Worries about an impending wheat shortage eased recently, after the government closed deals to buy 2.2 million tons of wheat from international suppliers.
India has also allowed private companies to import wheat and sugar, and halted the export of lentils. The government normally imports grains only through state-owned companies.
The government hopes these steps will help reverse a dramatic rise in the price of food products, including wheat, sugar, lentils and vegetables.
But galloping prices are not the only worry. The wheat imports are the first in six years, and are being seen as a sign that India's self-sufficiency in food is in jeopardy.
D.H. Pai Panandiker is an economist at the RPG Foundation, a New Delhi research organization. He says falling agricultural productivity in the last decade has raised fears that India will no longer be able to grow enough food to meet the needs of its billion-plus population.
"In the past six years there has hardly been any improvement in agricultural production," Panandiker says. "The buffer stock, which was created out of the surplus agricultural production that we had earlier…was 64 million tons in 2002. That buffer stock has come down to nearly 18 million tons. So both the stock as well as the production have come down very drastically."
The situation was dramatically different three decades ago. In the 1970's, high-yielding varieties of grain helped usher in a "Green Revolution." Production of staple foods multiplied, making it possible for food production to stay ahead of population growth.
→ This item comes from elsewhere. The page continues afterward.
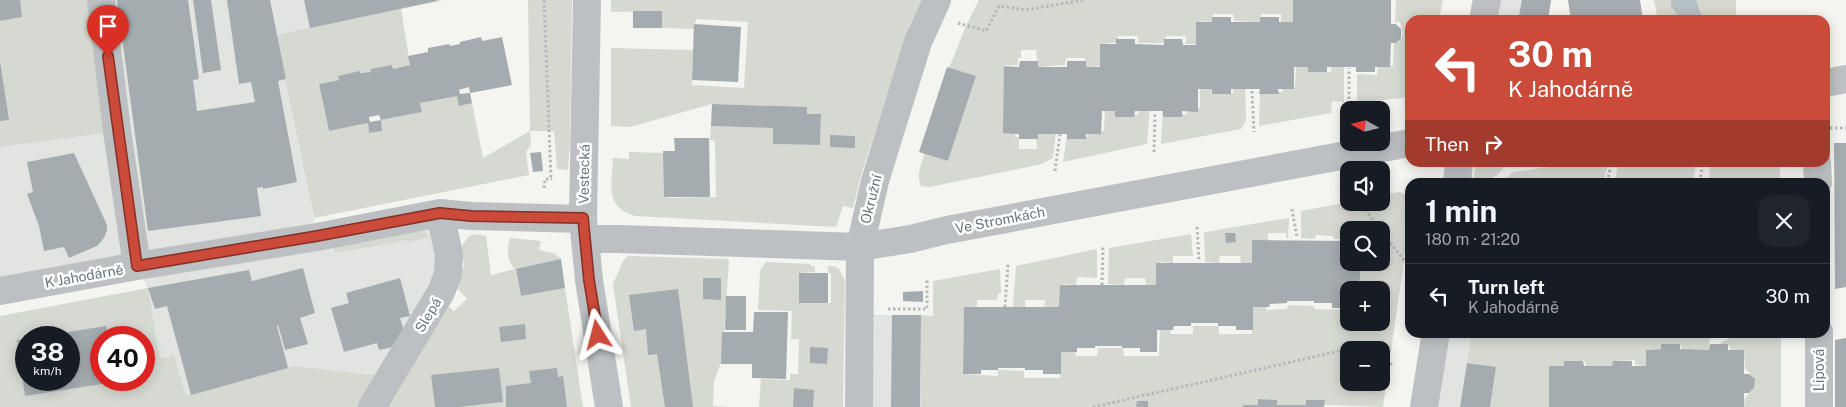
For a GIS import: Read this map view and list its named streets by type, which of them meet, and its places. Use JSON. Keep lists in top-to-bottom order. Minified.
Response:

India's agriculture was hailed as a success story.
The ample harvests also allowed the government to maintain a large cushion of food grains to keep prices in check, and make sure that wheat and rice are available to the country's poor though a public distribution system at affordable prices.
But experts say that over the last decade, the situation has gradually been reversed, because the government has neglected agriculture.
Hafiz Pasha, assistant secretary-general of the U.N. Development Program, sees dangers ahead for poor people if large countries like India become food importers.
"If import levels continue to rise - say, in food grains - world food prices could start rising, and that will have all kinds of adverse implications, both for the urban poor as well as the landless," Pasha says. "So the first concern is one of food security…. The first thing we need to do is to ensure that public investment once again begins to focus on agriculture."
Experts are calling on the government to improve irrigation systems, distribute higher-quality seeds, and provide more credit to farmers to revive agriculture.